Saturday, January 2, 2010

Socialism, capitalism, or what?

Is an individual mandate taxation without representation? In a New Year's Day interview on MSNBC, Jane Hamsher of Firedoglake, described the individual mandate as "worse than a tax," adding the understatement that both right and left are "finding that our politicians in Washington DC are much too responsive to what the corporations want these days."



Hamsher points out that the individual mandate is a legally required 8% income turnover to private corporations--entities over which the public has no control. Where any of that 8% winds up is up to the discretion of the corporation to which it is paid. (She didn't go into detail, but think about it--some might, for instance, be used for lobbying Congress to eliminate pesky regulations on providing or expanding patient care. Some might be used, depending on the Citizens United v. FEC outcome, to buoy independent campaigns promoting candidates friendly to the needs of insurance companies.)

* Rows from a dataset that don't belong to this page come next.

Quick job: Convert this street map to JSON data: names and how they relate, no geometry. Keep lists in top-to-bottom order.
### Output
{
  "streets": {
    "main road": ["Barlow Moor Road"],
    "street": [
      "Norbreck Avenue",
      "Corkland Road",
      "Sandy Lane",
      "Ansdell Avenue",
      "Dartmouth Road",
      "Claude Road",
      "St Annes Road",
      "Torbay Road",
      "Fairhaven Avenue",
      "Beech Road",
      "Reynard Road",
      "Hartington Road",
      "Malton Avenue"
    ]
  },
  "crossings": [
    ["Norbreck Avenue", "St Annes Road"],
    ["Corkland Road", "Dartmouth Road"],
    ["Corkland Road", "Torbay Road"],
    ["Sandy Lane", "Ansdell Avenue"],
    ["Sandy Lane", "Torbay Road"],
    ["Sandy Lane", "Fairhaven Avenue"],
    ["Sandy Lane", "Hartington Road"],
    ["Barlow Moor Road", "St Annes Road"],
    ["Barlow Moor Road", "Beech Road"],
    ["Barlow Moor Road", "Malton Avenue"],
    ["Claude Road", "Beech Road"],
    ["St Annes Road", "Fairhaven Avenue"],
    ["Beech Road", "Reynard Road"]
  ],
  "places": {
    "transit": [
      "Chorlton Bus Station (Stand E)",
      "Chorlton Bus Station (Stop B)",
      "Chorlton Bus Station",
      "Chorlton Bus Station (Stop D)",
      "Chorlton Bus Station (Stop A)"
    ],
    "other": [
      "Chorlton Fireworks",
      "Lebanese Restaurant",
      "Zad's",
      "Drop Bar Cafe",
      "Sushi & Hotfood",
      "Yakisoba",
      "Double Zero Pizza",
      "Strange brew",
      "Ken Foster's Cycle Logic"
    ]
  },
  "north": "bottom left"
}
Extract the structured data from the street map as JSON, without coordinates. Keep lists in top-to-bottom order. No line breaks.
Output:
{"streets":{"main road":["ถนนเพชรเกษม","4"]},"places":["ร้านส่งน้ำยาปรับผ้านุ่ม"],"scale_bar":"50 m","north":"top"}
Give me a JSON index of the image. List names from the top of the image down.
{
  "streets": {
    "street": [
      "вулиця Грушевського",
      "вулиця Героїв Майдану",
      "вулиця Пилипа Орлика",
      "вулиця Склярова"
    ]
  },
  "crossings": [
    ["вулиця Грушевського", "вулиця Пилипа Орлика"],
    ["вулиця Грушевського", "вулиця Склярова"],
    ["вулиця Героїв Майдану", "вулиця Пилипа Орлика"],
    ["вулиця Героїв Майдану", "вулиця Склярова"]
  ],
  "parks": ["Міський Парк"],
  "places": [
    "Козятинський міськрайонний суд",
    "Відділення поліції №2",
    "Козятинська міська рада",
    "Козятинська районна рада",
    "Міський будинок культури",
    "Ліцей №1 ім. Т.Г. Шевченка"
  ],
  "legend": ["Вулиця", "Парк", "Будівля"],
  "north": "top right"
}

"That's not capitalism, it's not socialism," says Hamsher. "It's socializing the loss and privatizing the profits."

We saw the same thing with the bank bailout--a government forced to prop up but unable to reform corporations and a greedy elite gone off the rails. So if it's not socialism, or capitalism, what's left? Corporism is a good start, if we don't want to go all the way and quote Franklin D. Roosevelt: “The liberty of a democracy is not safe if the people tolerate the growth of private power to a point where it comes stronger than their democratic state itself. That, in its essence, is fascism - ownership of government by an individual, by a group.”

Hyperbole and history have made fascism a kind of political "that which must not be named." At a recent conference in Boston, keynoted Frances Moore Lappe said that she feels uncomfortable using "the 'f-word'" without also citing Roosevelt's definition. But regardless of what we call it, we need to start naming it out loud, now, before we all become so used to the withering away of democratically determined public purpose that using government to ensure private, short-term gain for a few becomes not an outrage, but the norm, accepted with cynicism and resignation.